On April 9, 2020, the Federal Reserve Bank announced the creation of the Municipal Liquidity Facility (MLF) to help local units of government handle working capital issues caused by COVID-19. The MLF is authorized under Section 13(3) of the Federal Reserve Act.
The MLF will purchase up to $500 billion of short term notes issued by eligible issuers. Eligible issuers include:
- States, including the District of Columbia;
- Counties with a population of 2,000,000 or more; and
- Cities with a population of 1,000,000 or more.
The MLF is designed to have the funds flow from states and other large issuers down to local units of government, hence the high population threshold noted above. Due to this design, it will be up to each state to determine (i) if it will participate as an eligible issuer in the MLF, and (ii) if so, how will it get those funds to local units of government?
- To be or not to be an eligible issuer? To help make that decision, states can review the MLF term sheet available here.
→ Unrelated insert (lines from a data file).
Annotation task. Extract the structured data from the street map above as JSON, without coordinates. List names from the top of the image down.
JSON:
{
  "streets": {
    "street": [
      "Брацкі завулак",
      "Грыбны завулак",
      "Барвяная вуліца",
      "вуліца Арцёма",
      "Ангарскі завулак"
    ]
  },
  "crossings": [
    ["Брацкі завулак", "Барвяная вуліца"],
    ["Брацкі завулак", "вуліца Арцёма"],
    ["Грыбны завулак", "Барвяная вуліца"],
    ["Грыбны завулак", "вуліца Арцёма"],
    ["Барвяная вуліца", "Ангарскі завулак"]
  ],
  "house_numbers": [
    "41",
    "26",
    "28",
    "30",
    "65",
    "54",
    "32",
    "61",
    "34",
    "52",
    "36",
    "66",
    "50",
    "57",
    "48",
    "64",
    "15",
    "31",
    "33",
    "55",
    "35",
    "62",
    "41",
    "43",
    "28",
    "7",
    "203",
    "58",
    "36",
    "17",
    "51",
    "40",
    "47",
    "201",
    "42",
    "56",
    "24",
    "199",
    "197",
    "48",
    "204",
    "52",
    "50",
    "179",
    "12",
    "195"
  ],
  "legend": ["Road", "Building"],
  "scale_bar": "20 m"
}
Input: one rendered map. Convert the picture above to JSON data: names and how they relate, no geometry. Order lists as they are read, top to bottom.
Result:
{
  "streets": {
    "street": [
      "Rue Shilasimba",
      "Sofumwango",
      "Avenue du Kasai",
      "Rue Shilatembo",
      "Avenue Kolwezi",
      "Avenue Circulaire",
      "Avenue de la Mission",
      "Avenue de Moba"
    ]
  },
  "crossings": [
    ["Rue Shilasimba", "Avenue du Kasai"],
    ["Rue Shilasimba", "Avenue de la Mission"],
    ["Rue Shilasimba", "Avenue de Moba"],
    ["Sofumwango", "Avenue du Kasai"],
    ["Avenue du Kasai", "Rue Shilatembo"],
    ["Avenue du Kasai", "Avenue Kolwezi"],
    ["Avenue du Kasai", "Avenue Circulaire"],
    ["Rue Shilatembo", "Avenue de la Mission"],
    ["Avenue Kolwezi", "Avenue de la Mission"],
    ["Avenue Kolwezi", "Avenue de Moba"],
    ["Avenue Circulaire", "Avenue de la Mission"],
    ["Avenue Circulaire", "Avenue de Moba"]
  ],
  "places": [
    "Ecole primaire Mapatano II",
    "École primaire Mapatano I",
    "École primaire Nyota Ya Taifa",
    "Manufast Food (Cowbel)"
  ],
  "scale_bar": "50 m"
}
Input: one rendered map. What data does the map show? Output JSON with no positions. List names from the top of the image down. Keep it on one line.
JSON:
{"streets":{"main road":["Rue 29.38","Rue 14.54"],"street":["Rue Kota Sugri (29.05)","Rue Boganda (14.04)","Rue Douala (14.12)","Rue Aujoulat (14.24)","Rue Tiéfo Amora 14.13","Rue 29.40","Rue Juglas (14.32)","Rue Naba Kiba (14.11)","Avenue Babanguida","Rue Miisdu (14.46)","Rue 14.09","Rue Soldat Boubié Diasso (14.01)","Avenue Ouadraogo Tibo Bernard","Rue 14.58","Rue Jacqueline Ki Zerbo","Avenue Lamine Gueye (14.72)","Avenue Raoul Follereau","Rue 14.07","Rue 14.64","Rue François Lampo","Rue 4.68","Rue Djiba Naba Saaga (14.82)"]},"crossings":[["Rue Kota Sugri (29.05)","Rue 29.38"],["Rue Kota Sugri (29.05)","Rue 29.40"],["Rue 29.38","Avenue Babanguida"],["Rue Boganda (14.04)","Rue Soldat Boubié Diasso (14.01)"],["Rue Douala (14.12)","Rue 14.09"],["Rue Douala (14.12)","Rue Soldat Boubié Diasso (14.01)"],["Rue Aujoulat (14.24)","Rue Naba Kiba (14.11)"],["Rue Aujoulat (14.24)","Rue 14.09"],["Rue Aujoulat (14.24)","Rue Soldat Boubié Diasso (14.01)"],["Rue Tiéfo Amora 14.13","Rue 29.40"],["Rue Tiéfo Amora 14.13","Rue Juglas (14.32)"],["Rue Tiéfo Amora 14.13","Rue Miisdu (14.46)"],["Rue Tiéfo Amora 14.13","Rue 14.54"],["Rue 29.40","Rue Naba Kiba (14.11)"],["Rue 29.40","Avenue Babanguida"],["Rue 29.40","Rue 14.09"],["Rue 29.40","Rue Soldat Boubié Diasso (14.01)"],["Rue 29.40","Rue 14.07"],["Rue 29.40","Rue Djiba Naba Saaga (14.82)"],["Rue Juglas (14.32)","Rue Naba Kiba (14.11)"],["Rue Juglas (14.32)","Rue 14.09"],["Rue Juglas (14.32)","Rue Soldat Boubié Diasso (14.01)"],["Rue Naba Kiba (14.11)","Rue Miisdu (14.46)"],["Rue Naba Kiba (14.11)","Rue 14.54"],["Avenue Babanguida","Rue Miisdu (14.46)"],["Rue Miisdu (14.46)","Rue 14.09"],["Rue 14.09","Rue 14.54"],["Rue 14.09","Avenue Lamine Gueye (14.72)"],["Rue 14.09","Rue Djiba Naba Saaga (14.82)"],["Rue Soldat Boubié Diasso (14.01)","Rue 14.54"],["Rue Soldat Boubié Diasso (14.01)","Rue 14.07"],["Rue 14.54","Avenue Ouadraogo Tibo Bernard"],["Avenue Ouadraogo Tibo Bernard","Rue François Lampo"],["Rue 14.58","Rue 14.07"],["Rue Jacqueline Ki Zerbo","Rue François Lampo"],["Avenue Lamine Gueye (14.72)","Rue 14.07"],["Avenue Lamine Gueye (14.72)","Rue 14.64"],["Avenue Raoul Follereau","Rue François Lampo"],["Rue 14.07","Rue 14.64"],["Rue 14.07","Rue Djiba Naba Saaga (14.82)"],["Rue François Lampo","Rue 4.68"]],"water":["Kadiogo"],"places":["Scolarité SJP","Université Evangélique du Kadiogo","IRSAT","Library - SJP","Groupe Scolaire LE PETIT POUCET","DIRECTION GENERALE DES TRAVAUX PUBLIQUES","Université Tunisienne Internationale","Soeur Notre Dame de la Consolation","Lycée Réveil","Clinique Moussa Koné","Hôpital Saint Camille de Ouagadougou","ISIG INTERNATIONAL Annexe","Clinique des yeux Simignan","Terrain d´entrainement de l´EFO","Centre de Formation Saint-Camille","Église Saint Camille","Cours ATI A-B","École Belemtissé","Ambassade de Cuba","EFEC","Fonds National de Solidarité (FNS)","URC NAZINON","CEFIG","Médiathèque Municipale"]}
The Federal Reserve Bank is also soliciting feedback in order to publish additional guidance on the MLF. That guidance is expected as early as next week. Each state may also want to gather input from local units of government on the need to participate.
- How to get funds to local units of government? States can take a proactive approach and begin to brainstorm how to get the funds to local units of government. There might be a range of possibilities from creating a uniform loan application process, to purchasing short term notes issued by local governments.
We will continue to monitor any guidance published by the Federal Reserve Bank. As states make decisions about their participation and process, we will post state-specific guidance for local units of government to use.